Stored data entries
■ ■ ■
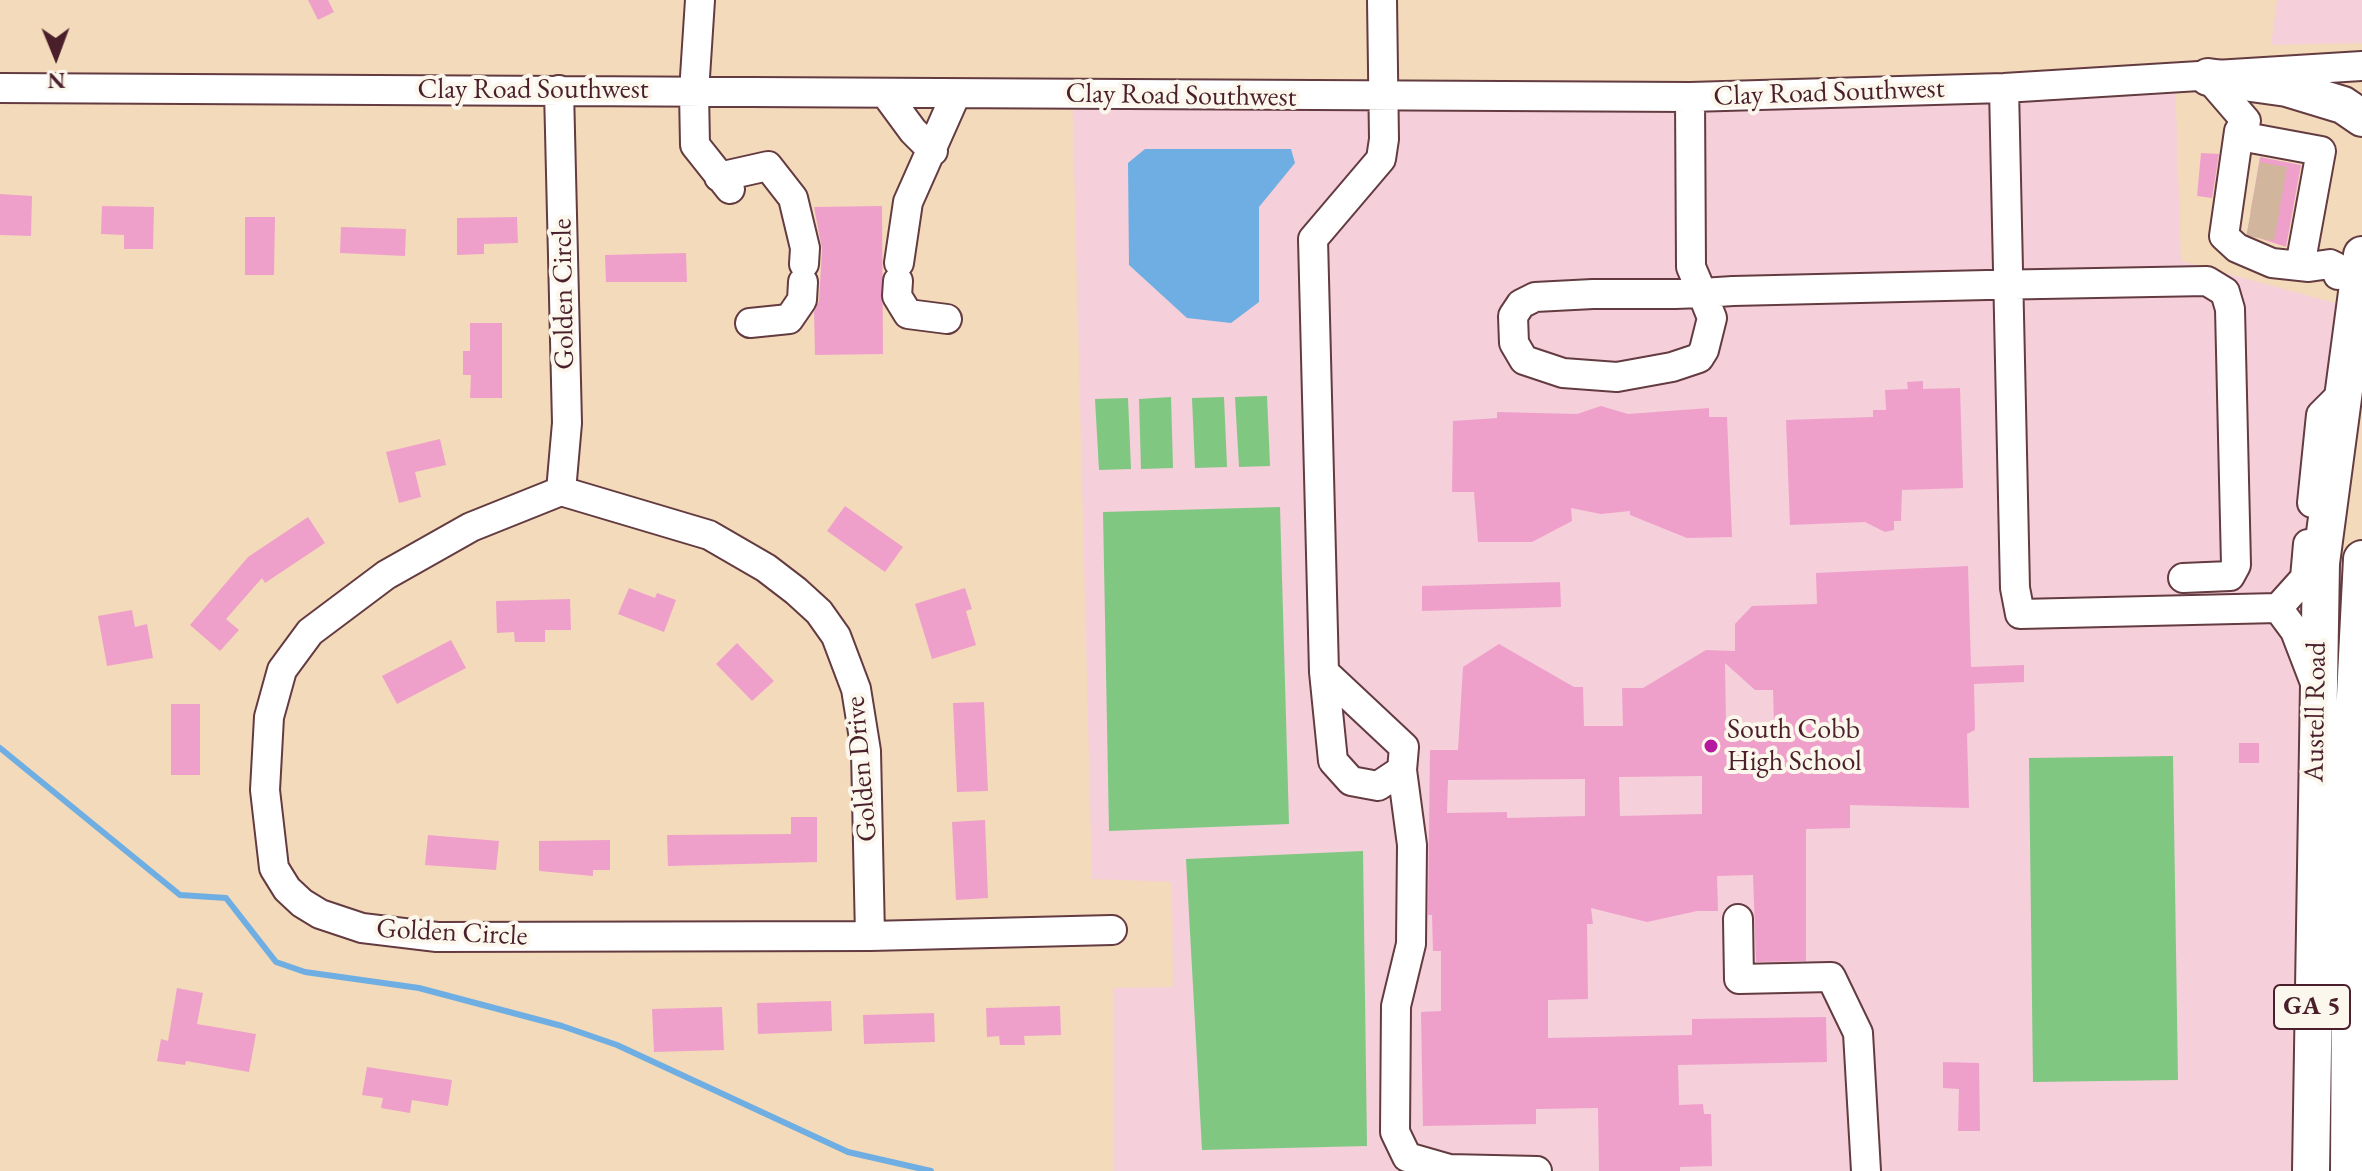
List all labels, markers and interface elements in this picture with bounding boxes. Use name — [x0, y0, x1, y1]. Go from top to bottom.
north arrow — [16, 16, 96, 96]
text: N — [47, 66, 66, 95]
street label: Clay Road Southwest — [1713, 72, 1945, 114]
street label: Clay Road Southwest — [418, 73, 648, 107]
street label: Clay Road Southwest — [1065, 77, 1297, 115]
street label: Golden Circle — [546, 218, 582, 370]
street label: Austell Road — [2298, 641, 2334, 783]
street label: Golden Drive — [839, 695, 885, 843]
place label: South Cobb High School — [1727, 713, 1862, 779]
marker: South Cobb High School — [1702, 737, 1720, 755]
street label: Golden Circle — [376, 912, 528, 954]
road number: GA 5 — [2274, 985, 2350, 1029]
■ ■ ■
» What is required: Without the pictures, write out every entry exactly as it appears.

» Your response:
List all labels, markers and interface elements in this picture with bounding boxes. Use name — [x0, y0, x1, y1]. Go from top to bottom.
north arrow — [16, 16, 96, 96]
text: N — [47, 66, 66, 95]
street label: Clay Road Southwest — [1713, 72, 1945, 114]
street label: Clay Road Southwest — [418, 73, 648, 107]
street label: Clay Road Southwest — [1065, 77, 1297, 115]
street label: Golden Circle — [546, 218, 582, 370]
street label: Austell Road — [2298, 641, 2334, 783]
street label: Golden Drive — [839, 695, 885, 843]
place label: South Cobb High School — [1727, 713, 1862, 779]
marker: South Cobb High School — [1702, 737, 1720, 755]
street label: Golden Circle — [376, 912, 528, 954]
road number: GA 5 — [2274, 985, 2350, 1029]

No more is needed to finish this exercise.